東京高裁でのレックスの敗因は何だったか。

まず挙げられるのは、現レックス側が株価算定評価書を提出しなかった点。
これにより、裁判所は、その裁量において株価を算定することになった。
不提出が及ぼした影響は、
 ・裁判所に算定の根拠を与えなかったのみならず、
 ・株主への説明が足りなかったとの見方につながった
ものと見られる。

決定を読むと、旧レックスは、TOBに賛同するに先立ち、アビームM&Aコンサルティングに株価算定を依頼している。
なぜ、現レックスはこの株価算定評価書を提出しなかったのか。
考えられる理由は2つ:
 ・アビームM&Aコンサルティングが拒絶した。
または
 ・現レックスに不利になる内容だった。
のいずれかだろう。
前者ならば、株価算定について、Fairness Opinionとして利用させることを許すだけの確信がなかったということだろう。
後者ならば、旧レックスとAP8が、何か不誠実なことをしたのではないかという疑問を禁じえない。
事実、裁判所は、現レックス側に悪い心証を持ったようだ。
いずれにせよ、係争になった時に証拠とならないような株価評価算定書にどのような意味があったのだろう。
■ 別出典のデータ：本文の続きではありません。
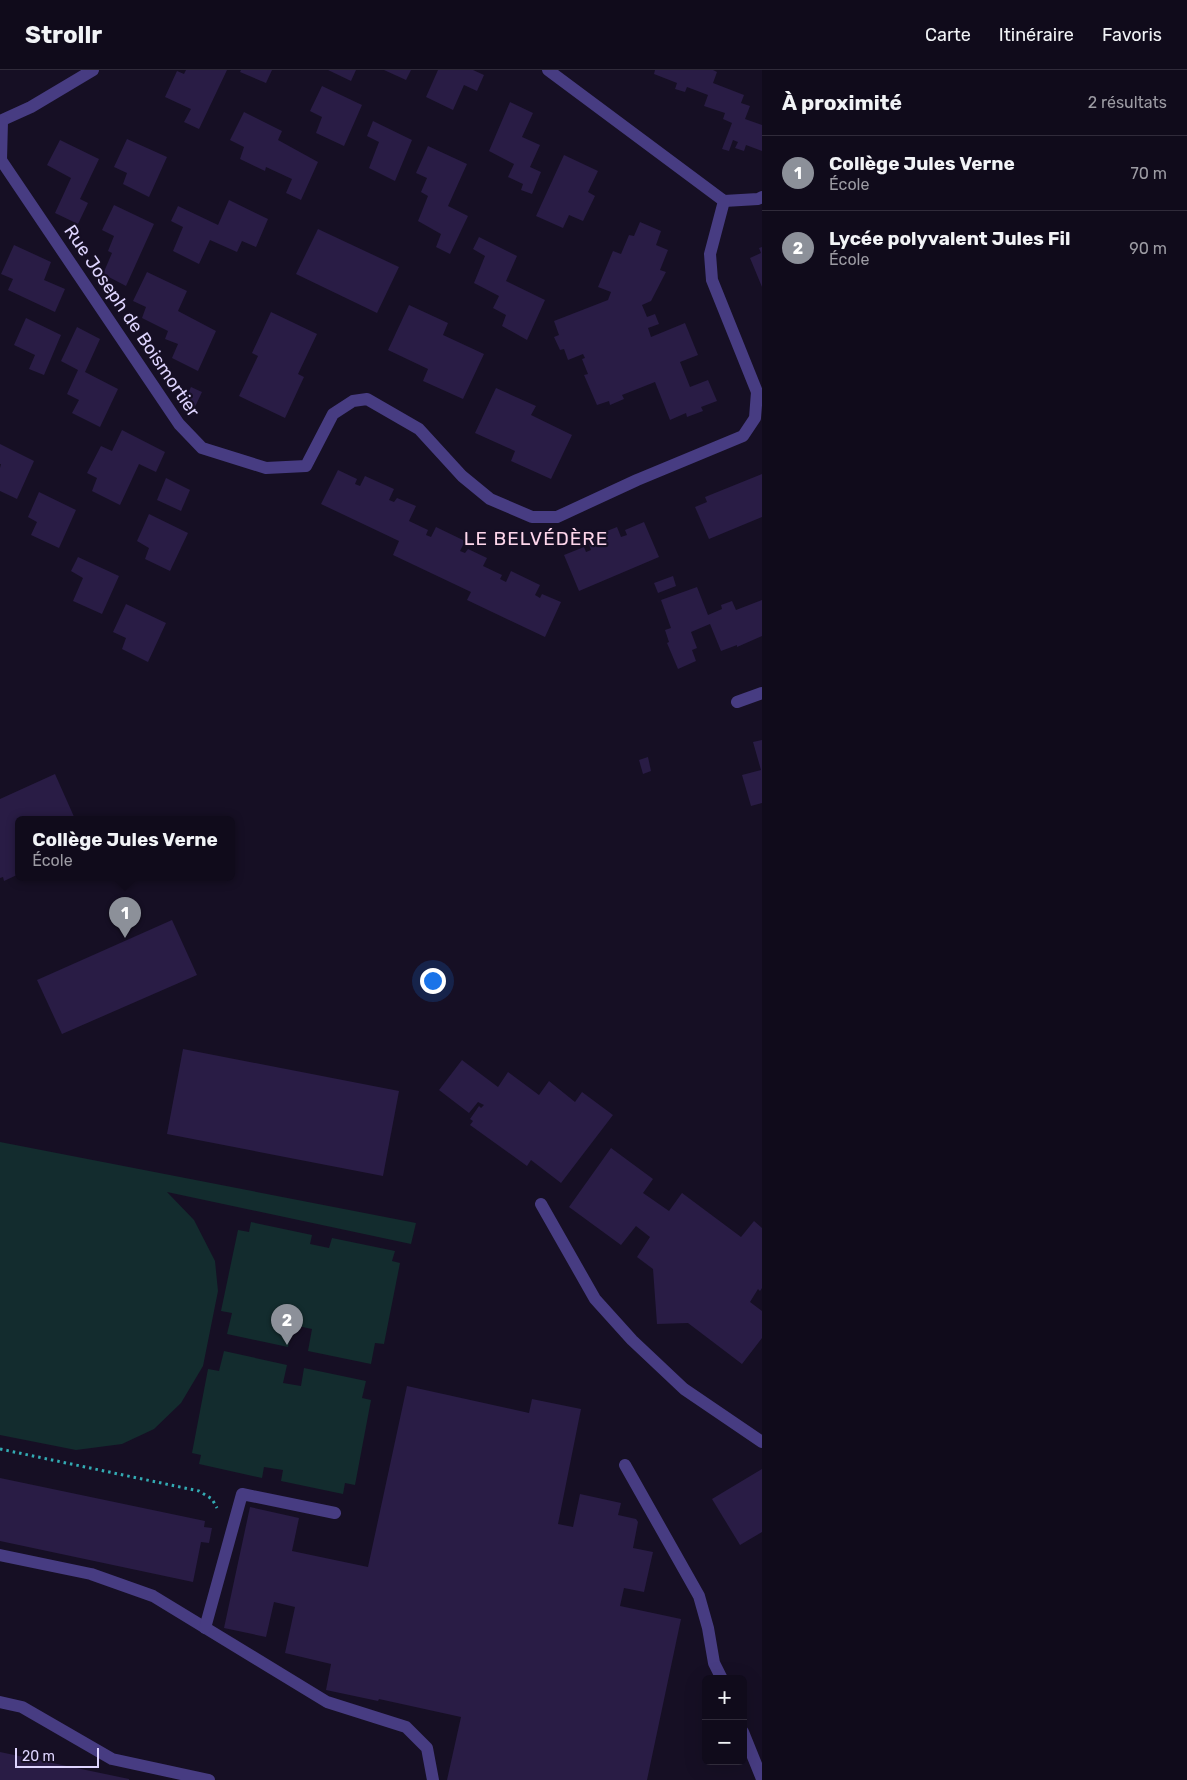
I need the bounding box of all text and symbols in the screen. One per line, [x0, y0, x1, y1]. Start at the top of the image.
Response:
text: Strollr [25, 21, 102, 49]
text: Carte [925, 24, 971, 46]
text: Itinéraire [999, 24, 1074, 46]
text: Favoris [1102, 24, 1162, 46]
text: À proximité [782, 90, 902, 115]
text: 2 résultats [1088, 93, 1167, 112]
text: Collège Jules Verne [829, 152, 1015, 175]
text: 1 [794, 164, 802, 183]
text: 70 m [1130, 164, 1167, 183]
text: École [829, 175, 869, 194]
street label: Rue Joseph de Boismortier [59, 221, 205, 421]
text: Lycée polyvalent Jules Fil [829, 227, 1070, 250]
text: 2 [793, 239, 803, 258]
text: 90 m [1129, 239, 1167, 258]
text: École [829, 250, 869, 269]
district label: LE BELVÉDÈRE [464, 527, 608, 550]
popup [15, 816, 235, 881]
text: Collège Jules Verne [32, 828, 218, 851]
text: École [32, 851, 73, 870]
pin: 1 [109, 897, 141, 938]
your location [420, 968, 446, 994]
pin: 2 [271, 1304, 303, 1345]
map controls [702, 1675, 747, 1765]
button: + [702, 1675, 747, 1720]
button: − [702, 1720, 747, 1765]
scale bar [15, 1745, 99, 1768]
text: 20 m [22, 1748, 55, 1765]

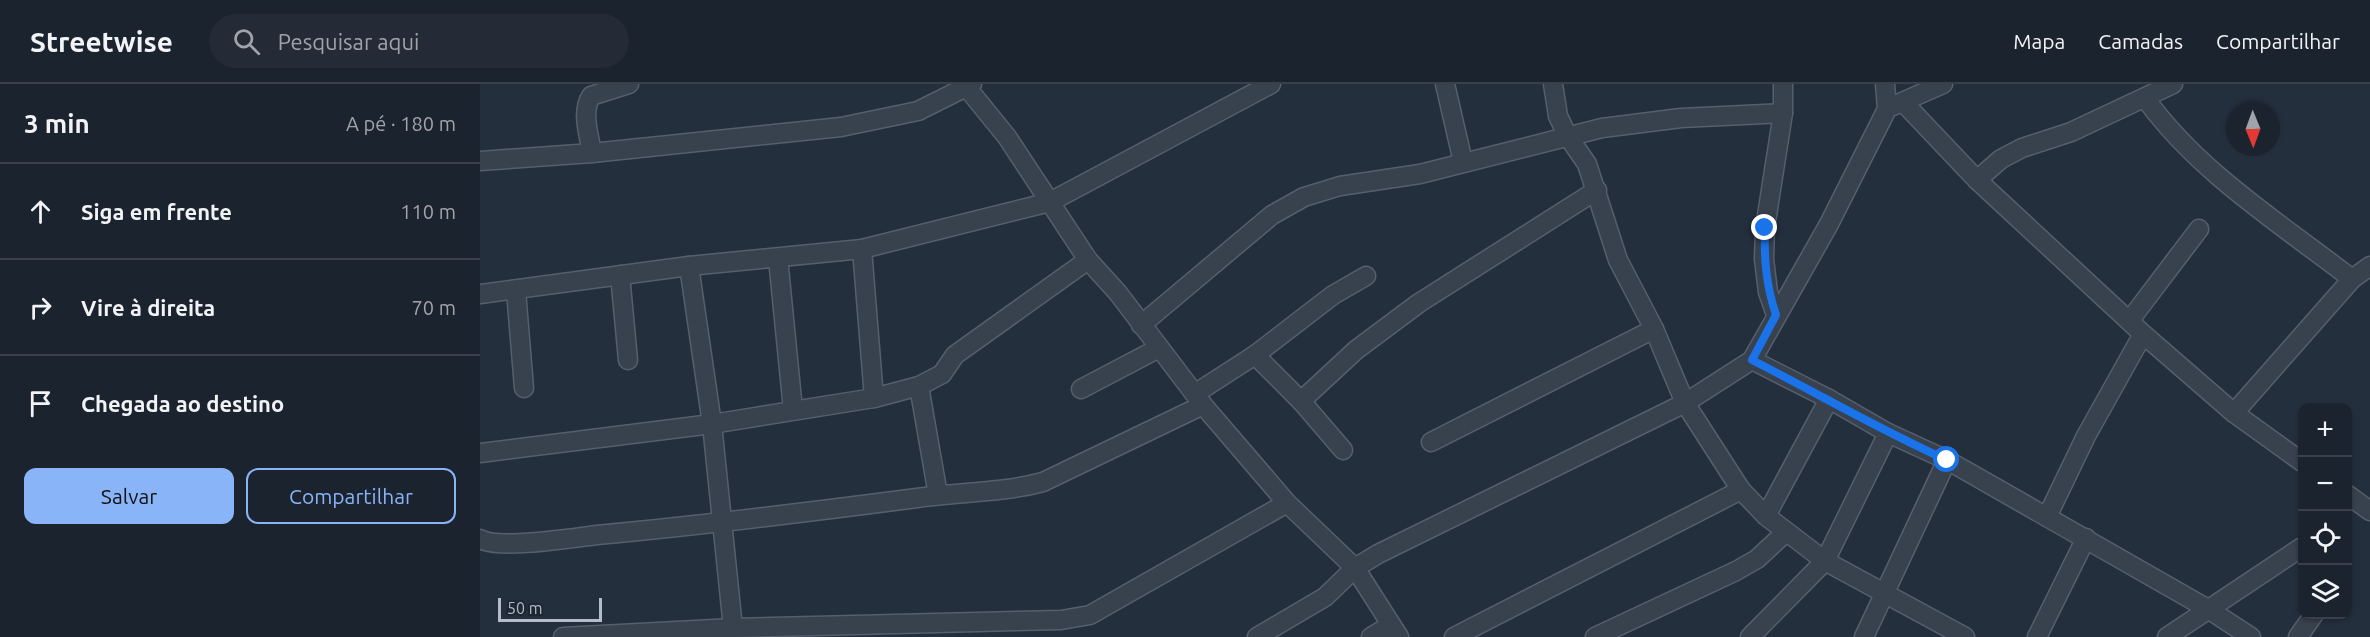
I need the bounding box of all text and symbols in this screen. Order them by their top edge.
search box [209,14,629,68]
icon: search [230,25,263,58]
text: Streetwise [30,26,173,57]
text: Pesquisar aqui [278,29,419,54]
text: Mapa [2013,29,2065,53]
text: Camadas [2098,29,2183,53]
text: Compartilhar [2216,29,2340,53]
north arrow [2226,102,2280,156]
text: 3 min [24,109,90,138]
text: A pé · 180 m [346,112,456,135]
icon: ahead [24,195,57,228]
text: Siga em frente [81,199,232,224]
text: 110 m [400,200,456,223]
route end [1751,214,1777,240]
icon: right [24,291,57,324]
text: Vire à direita [81,295,215,320]
text: 70 m [412,296,456,319]
icon: arrive [24,387,57,420]
text: Chegada ao destino [81,391,284,416]
map controls [2298,403,2352,619]
button: + [2298,403,2352,457]
route start [1933,446,1959,472]
button: − [2298,457,2352,511]
button: Salvar [24,468,234,524]
button: Compartilhar [246,468,456,524]
button: locate [2298,511,2352,565]
button: layers [2298,565,2352,619]
scale bar [498,595,602,622]
text: 50 m [507,599,543,617]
また、2006年8月21日の業績予想下方修正のプレスリリースへの見方も逆風だった。
地裁では大きな論点にならなかったが、東京高裁では、株価を下方誘導する意図を否定できないとされた。
もしも意図的であれば、すなわち、現レックス側による既存株主に対する背信行為ということになる。
意図的と認定こそされなかったが、「否定できない」とされてしまった。

レックスのMBOでは、会社に独立委員会も設置されず、意思決定は密室で行われた。
MBOを行う会社側の配慮が足りなかったと言うよりほかはない。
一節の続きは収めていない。